BEGIN Provided entries
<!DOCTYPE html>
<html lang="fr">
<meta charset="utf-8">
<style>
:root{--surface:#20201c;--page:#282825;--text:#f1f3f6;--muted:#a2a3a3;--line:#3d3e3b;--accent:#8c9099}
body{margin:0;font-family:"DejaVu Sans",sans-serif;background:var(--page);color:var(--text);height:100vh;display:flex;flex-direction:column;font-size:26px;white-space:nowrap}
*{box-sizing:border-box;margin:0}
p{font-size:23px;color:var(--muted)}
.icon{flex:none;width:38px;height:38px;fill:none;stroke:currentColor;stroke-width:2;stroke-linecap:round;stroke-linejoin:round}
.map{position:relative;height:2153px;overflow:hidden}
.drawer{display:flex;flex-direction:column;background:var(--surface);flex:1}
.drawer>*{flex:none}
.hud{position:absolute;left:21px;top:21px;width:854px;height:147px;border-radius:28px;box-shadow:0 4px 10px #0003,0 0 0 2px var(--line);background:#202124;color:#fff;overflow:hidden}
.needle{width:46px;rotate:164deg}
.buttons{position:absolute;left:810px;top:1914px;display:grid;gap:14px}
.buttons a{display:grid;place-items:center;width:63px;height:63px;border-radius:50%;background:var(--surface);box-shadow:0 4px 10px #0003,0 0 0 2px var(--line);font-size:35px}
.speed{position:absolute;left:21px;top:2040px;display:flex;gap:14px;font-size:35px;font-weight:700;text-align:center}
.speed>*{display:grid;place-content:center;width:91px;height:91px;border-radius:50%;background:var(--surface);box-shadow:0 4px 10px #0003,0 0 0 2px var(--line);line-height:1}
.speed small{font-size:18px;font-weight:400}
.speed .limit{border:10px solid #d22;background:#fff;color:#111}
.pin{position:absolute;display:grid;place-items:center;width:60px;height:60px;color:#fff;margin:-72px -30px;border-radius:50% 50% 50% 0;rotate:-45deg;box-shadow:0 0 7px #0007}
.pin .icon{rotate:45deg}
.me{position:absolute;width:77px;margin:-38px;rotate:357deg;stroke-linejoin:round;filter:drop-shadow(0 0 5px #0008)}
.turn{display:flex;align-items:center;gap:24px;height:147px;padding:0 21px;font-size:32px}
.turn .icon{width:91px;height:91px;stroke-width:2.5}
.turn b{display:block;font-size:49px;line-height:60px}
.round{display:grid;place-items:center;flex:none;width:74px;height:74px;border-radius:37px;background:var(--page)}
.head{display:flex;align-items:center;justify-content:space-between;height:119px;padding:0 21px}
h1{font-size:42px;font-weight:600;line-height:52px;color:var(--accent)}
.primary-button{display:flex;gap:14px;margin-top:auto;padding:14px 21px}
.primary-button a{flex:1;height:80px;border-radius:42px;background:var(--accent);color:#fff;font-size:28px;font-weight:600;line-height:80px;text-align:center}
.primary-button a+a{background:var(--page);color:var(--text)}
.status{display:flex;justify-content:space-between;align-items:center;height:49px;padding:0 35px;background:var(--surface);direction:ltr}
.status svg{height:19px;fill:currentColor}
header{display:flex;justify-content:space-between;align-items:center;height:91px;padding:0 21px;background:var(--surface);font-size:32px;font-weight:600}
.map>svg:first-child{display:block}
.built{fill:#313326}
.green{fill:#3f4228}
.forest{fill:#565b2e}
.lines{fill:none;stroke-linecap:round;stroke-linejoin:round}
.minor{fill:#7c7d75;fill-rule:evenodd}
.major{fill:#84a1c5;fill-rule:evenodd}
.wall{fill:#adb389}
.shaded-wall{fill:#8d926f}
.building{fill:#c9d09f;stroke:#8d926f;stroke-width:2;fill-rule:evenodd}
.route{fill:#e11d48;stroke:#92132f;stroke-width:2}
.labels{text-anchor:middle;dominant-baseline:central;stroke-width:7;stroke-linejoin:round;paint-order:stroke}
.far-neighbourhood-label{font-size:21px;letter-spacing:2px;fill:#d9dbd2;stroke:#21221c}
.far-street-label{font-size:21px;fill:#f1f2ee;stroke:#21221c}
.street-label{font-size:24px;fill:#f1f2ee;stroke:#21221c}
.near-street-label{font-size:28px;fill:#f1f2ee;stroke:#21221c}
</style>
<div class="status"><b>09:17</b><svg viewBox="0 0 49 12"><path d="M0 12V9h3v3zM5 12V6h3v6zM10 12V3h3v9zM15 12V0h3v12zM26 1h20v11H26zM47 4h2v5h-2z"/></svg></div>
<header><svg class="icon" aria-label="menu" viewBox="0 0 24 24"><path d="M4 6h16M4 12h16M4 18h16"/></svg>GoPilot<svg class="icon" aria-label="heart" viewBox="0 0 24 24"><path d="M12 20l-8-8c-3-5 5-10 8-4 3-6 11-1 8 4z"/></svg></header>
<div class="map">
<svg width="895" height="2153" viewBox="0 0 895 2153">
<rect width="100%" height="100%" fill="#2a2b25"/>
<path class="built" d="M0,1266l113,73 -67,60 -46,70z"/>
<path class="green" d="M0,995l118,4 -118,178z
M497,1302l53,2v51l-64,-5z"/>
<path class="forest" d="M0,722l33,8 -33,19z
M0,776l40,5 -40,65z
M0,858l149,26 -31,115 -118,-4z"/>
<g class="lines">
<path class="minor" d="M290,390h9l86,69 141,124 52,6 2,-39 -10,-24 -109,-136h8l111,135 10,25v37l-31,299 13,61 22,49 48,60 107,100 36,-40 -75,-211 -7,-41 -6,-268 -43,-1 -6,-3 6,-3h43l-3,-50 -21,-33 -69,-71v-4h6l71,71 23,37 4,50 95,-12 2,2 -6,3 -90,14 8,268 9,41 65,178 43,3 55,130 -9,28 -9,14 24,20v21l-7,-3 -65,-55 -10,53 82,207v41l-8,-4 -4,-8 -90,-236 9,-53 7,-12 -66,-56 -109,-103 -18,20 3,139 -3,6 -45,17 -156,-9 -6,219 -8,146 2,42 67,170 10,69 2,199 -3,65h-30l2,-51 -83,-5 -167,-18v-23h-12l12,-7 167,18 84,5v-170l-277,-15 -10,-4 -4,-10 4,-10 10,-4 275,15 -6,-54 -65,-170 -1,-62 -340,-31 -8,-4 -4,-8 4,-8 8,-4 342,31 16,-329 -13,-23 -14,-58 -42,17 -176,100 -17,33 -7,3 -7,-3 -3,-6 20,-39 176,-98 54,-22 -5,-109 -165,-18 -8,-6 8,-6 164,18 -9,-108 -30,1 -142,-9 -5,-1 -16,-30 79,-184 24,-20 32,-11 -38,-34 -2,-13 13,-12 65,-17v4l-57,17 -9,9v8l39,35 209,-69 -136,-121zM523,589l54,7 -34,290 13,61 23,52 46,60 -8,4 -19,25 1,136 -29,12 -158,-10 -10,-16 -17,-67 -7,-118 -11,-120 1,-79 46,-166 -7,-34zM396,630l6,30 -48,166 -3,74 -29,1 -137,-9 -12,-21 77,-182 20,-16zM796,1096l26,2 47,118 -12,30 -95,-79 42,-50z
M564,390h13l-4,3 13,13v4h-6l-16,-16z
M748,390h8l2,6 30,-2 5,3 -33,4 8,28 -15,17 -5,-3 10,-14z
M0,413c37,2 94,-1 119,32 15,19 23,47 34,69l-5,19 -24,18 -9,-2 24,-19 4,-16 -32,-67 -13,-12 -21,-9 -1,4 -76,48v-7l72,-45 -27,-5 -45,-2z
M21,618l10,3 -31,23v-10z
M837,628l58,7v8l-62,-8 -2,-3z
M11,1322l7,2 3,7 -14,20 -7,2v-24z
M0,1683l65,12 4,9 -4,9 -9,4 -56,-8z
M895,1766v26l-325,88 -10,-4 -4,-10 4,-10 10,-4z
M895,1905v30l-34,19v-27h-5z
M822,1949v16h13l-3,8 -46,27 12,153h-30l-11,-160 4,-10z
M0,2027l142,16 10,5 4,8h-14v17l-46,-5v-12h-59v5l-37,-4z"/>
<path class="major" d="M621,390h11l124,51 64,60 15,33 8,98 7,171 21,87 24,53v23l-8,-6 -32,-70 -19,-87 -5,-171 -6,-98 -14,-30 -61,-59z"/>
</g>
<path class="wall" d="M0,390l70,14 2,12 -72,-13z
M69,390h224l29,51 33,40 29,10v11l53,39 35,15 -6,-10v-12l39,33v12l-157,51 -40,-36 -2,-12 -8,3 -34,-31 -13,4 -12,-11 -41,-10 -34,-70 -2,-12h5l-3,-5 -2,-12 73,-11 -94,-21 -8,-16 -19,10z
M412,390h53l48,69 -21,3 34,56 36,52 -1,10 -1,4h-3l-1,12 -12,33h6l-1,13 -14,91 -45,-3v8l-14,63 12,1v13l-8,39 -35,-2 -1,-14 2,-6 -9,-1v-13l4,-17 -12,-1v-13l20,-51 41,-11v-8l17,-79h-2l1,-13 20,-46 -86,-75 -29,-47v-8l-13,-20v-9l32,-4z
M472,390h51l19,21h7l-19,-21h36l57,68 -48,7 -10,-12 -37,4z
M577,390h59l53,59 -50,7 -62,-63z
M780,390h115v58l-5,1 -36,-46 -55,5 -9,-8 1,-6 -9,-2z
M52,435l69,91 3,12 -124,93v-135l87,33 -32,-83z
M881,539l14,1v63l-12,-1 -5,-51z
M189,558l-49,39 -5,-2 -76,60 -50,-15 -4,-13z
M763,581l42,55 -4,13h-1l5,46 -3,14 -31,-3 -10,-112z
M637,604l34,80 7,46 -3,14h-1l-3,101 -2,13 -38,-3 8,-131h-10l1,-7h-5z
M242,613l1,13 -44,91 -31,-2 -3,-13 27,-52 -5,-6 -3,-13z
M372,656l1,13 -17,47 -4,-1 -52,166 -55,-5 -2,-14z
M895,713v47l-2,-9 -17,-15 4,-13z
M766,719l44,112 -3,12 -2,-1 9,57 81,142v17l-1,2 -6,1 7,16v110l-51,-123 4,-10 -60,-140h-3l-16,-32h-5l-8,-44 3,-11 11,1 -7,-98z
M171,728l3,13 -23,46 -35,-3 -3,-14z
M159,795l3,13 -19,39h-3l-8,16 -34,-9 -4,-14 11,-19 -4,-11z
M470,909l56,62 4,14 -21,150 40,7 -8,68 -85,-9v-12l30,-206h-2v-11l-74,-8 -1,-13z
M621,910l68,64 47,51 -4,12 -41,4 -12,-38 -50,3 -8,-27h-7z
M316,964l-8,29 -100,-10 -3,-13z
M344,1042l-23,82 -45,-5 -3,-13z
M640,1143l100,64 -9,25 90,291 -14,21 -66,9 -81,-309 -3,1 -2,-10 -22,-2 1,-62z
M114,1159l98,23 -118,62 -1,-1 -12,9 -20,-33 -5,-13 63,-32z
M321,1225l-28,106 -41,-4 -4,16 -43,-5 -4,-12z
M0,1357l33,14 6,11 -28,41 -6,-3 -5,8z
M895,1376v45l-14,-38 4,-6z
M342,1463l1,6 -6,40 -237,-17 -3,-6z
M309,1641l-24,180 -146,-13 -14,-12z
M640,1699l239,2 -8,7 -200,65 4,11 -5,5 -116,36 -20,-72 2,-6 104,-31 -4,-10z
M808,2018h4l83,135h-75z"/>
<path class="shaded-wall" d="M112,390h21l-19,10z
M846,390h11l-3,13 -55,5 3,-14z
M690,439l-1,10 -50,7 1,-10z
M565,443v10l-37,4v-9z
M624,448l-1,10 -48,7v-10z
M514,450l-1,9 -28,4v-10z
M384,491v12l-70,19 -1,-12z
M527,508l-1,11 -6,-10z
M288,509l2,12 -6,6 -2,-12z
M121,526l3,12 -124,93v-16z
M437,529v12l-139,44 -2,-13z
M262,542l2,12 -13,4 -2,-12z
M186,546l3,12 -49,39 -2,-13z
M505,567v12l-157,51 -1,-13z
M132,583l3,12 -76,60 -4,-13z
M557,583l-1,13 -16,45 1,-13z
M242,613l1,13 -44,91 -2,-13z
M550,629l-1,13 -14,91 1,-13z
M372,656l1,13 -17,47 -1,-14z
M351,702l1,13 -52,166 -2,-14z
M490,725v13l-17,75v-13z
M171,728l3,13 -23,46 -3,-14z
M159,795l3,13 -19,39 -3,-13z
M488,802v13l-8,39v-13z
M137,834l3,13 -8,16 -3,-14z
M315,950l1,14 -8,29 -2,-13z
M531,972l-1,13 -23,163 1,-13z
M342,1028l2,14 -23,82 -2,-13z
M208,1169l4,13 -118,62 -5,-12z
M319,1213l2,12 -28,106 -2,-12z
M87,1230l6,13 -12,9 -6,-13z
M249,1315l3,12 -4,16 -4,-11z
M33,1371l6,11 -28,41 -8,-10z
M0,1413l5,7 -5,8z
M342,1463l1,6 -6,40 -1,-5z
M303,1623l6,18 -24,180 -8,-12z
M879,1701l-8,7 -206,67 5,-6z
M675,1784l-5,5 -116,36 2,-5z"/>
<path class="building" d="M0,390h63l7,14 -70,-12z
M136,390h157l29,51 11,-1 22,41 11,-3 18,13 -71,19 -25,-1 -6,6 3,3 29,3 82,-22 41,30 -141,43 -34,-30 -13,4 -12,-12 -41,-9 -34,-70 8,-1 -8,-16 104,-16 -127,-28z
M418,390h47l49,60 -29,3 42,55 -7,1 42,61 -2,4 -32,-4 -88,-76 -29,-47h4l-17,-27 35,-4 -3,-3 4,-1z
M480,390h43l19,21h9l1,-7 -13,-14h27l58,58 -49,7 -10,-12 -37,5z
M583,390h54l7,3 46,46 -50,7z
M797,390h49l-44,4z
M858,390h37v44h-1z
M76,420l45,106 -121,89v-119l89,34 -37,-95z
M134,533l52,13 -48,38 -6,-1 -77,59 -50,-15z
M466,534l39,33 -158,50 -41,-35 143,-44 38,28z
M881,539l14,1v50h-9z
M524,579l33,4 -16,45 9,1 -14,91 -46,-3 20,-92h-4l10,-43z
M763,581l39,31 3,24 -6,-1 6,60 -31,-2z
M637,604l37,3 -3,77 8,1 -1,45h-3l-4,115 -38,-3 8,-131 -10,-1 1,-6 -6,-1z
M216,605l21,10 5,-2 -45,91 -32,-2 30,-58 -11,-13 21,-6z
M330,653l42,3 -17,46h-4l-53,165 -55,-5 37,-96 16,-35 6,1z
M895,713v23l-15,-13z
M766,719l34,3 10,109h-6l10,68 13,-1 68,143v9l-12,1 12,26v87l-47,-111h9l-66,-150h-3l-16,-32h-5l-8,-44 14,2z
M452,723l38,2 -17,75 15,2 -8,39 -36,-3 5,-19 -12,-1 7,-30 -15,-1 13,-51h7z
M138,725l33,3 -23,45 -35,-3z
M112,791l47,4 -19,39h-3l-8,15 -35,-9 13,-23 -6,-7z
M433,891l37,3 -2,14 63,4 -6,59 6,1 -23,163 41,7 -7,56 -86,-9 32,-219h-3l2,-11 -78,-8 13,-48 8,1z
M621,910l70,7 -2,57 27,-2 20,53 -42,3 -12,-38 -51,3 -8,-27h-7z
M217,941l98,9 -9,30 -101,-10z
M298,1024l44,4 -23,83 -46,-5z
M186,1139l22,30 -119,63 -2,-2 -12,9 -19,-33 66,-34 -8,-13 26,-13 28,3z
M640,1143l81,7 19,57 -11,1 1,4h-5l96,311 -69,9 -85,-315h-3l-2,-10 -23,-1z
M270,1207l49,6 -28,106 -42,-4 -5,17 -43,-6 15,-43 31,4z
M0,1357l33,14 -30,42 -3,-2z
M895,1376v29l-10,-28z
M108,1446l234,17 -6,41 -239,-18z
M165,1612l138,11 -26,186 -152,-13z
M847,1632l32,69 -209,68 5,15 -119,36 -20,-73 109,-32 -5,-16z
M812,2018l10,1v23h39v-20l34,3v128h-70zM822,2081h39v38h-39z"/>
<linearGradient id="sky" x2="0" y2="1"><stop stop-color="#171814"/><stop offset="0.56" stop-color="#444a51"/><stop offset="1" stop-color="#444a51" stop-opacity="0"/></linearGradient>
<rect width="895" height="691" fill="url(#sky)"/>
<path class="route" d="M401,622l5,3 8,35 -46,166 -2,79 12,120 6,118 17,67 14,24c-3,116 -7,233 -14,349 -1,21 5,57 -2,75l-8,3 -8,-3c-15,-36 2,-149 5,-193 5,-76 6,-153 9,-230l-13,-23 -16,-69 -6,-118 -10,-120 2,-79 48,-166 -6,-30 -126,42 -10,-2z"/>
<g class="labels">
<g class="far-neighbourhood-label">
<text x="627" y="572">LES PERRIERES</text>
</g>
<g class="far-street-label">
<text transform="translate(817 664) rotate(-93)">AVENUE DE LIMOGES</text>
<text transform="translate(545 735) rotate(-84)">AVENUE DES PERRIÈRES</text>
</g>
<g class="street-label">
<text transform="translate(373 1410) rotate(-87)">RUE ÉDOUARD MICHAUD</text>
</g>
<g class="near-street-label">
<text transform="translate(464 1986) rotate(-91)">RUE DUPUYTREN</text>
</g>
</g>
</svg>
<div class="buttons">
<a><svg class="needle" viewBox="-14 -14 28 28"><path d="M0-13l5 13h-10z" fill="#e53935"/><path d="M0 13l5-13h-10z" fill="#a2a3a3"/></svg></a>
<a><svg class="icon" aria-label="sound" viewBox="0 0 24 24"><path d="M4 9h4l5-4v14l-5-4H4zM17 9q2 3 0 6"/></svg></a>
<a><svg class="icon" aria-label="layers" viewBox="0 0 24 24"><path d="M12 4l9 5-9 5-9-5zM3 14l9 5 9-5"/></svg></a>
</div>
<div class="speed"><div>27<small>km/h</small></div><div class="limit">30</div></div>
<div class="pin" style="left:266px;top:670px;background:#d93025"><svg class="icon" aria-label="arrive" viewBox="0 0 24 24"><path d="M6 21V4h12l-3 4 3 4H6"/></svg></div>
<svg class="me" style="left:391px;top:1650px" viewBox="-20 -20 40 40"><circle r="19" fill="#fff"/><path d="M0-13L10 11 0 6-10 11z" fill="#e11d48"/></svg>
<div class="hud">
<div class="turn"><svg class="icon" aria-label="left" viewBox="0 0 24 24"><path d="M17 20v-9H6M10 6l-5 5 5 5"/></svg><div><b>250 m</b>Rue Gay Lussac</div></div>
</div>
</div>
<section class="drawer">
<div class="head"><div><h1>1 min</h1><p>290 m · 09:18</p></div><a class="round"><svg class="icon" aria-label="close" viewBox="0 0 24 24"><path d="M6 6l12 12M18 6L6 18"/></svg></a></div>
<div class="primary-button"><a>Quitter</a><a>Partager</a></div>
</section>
END Provided entries
**How to complete this task:**
Wherever a line contains the string "shadow", copy that line from the data.

**Answer to this task:**
.hud{position:absolute;left:21px;top:21px;width:854px;height:147px;border-radius:28px;box-shadow:0 4px 10px #0003,0 0 0 2px var(--line);background:#202124;color:#fff;overflow:hidden}
.buttons a{display:grid;place-items:center;width:63px;height:63px;border-radius:50%;background:var(--surface);box-shadow:0 4px 10px #0003,0 0 0 2px var(--line);font-size:35px}
.speed>*{display:grid;place-content:center;width:91px;height:91px;border-radius:50%;background:var(--surface);box-shadow:0 4px 10px #0003,0 0 0 2px var(--line);line-height:1}
.pin{position:absolute;display:grid;place-items:center;width:60px;height:60px;color:#fff;margin:-72px -30px;border-radius:50% 50% 50% 0;rotate:-45deg;box-shadow:0 0 7px #0007}
.me{position:absolute;width:77px;margin:-38px;rotate:357deg;stroke-linejoin:round;filter:drop-shadow(0 0 5px #0008)}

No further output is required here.